### AIM OF THE EXERCISE
Search the listing for the word "roads". Copy every line where it is found.

### EXERCISE DATA
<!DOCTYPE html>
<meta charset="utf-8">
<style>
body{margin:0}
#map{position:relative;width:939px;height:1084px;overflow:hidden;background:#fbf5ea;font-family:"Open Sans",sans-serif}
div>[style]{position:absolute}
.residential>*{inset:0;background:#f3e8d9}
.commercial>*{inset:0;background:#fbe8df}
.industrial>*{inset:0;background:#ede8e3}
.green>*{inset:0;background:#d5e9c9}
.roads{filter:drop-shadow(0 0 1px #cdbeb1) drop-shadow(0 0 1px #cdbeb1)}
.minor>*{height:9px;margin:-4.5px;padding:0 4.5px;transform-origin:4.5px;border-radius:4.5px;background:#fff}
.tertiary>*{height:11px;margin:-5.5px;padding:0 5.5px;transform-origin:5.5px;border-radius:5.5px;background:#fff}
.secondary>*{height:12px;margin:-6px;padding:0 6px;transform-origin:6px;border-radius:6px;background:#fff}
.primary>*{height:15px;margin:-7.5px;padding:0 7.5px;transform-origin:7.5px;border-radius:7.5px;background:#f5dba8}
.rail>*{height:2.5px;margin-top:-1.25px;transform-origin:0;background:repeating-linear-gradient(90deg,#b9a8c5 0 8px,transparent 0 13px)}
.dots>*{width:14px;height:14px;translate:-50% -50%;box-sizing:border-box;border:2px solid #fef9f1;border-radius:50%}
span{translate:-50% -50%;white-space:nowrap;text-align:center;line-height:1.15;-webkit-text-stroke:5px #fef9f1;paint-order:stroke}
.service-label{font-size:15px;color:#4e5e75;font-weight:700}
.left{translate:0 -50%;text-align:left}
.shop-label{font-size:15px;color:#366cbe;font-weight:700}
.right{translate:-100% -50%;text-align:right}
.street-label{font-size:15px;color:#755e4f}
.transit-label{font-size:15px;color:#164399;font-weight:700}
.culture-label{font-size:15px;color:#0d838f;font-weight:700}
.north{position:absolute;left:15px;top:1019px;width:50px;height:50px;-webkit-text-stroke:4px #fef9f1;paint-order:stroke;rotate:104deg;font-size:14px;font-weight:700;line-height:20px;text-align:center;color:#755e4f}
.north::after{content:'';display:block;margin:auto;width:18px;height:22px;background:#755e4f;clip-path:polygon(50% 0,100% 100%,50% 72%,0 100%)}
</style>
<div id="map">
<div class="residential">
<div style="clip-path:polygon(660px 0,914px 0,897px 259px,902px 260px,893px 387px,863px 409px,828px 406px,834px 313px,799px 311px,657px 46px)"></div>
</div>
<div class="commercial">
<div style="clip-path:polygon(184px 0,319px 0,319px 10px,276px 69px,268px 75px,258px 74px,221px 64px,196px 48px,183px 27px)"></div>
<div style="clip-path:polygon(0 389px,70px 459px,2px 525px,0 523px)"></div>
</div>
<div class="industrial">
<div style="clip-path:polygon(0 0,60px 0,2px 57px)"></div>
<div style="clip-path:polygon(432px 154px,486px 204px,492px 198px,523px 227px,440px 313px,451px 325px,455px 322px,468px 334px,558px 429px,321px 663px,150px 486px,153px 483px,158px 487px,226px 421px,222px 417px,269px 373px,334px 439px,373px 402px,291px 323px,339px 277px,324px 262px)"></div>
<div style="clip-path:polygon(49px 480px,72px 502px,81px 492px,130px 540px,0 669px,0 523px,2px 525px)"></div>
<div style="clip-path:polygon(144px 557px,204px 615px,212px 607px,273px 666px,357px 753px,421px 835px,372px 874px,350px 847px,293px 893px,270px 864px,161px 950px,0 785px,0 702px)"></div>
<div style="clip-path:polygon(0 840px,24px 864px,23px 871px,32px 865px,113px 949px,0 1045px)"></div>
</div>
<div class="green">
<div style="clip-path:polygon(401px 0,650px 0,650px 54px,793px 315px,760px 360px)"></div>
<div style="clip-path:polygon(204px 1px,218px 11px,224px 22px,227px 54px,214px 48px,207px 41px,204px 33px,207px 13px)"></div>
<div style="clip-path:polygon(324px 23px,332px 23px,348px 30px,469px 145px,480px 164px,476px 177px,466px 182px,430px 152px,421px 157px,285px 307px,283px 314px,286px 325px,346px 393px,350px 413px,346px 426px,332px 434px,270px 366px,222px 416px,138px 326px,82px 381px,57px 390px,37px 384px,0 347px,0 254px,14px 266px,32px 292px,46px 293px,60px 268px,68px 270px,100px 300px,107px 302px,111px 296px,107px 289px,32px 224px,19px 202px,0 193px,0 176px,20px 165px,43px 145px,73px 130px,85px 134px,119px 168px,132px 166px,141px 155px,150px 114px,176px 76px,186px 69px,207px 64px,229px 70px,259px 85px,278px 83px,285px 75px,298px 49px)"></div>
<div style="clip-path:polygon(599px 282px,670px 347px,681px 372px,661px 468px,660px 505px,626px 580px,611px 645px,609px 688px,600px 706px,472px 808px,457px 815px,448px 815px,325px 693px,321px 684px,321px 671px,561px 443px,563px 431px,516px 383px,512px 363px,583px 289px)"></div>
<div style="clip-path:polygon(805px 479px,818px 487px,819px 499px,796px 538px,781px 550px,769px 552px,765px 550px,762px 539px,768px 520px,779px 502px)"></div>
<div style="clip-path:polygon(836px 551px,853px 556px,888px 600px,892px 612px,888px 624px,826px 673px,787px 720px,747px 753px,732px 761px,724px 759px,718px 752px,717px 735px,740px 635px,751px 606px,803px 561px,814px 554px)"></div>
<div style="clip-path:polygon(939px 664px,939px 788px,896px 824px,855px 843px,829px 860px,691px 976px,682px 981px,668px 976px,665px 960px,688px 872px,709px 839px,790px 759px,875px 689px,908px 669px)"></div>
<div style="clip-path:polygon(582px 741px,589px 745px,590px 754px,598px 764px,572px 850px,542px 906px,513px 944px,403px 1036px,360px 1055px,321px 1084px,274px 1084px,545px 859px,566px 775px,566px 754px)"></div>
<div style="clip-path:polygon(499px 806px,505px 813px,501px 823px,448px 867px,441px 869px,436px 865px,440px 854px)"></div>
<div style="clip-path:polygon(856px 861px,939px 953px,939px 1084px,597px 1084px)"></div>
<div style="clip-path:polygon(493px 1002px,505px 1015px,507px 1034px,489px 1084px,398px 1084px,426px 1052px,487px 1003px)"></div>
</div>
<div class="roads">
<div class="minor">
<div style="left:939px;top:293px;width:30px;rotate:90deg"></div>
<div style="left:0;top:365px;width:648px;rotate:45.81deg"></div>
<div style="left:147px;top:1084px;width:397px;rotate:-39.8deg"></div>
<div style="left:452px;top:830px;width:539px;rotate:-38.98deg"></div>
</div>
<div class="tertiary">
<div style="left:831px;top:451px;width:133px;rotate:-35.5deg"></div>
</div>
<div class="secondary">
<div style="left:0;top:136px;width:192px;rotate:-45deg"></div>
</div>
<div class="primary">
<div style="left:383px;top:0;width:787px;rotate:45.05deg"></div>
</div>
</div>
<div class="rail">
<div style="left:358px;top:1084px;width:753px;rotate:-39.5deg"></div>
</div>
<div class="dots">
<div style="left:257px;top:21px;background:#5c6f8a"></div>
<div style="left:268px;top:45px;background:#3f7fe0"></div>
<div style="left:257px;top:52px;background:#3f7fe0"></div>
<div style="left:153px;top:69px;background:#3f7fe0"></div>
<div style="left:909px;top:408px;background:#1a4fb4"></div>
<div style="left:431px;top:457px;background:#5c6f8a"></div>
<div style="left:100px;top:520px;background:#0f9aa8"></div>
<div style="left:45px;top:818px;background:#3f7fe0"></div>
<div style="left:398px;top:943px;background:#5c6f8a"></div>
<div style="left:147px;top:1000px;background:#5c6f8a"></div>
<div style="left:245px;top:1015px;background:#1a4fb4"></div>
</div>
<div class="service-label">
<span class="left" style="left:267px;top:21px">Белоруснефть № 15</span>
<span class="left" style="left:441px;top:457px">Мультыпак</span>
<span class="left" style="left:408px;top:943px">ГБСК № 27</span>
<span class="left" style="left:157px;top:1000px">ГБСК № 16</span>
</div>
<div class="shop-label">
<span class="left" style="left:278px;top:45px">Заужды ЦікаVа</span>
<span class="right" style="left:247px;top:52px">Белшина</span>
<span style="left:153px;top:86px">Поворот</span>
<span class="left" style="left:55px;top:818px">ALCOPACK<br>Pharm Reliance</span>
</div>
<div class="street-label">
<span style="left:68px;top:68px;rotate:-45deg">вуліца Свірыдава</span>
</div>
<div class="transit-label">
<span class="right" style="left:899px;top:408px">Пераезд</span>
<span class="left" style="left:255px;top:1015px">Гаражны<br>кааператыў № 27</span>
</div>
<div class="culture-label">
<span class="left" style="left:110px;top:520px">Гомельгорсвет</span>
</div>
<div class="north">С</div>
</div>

### EXPECTED ANSWER
.roads{filter:drop-shadow(0 0 1px #cdbeb1) drop-shadow(0 0 1px #cdbeb1)}
<div class="roads">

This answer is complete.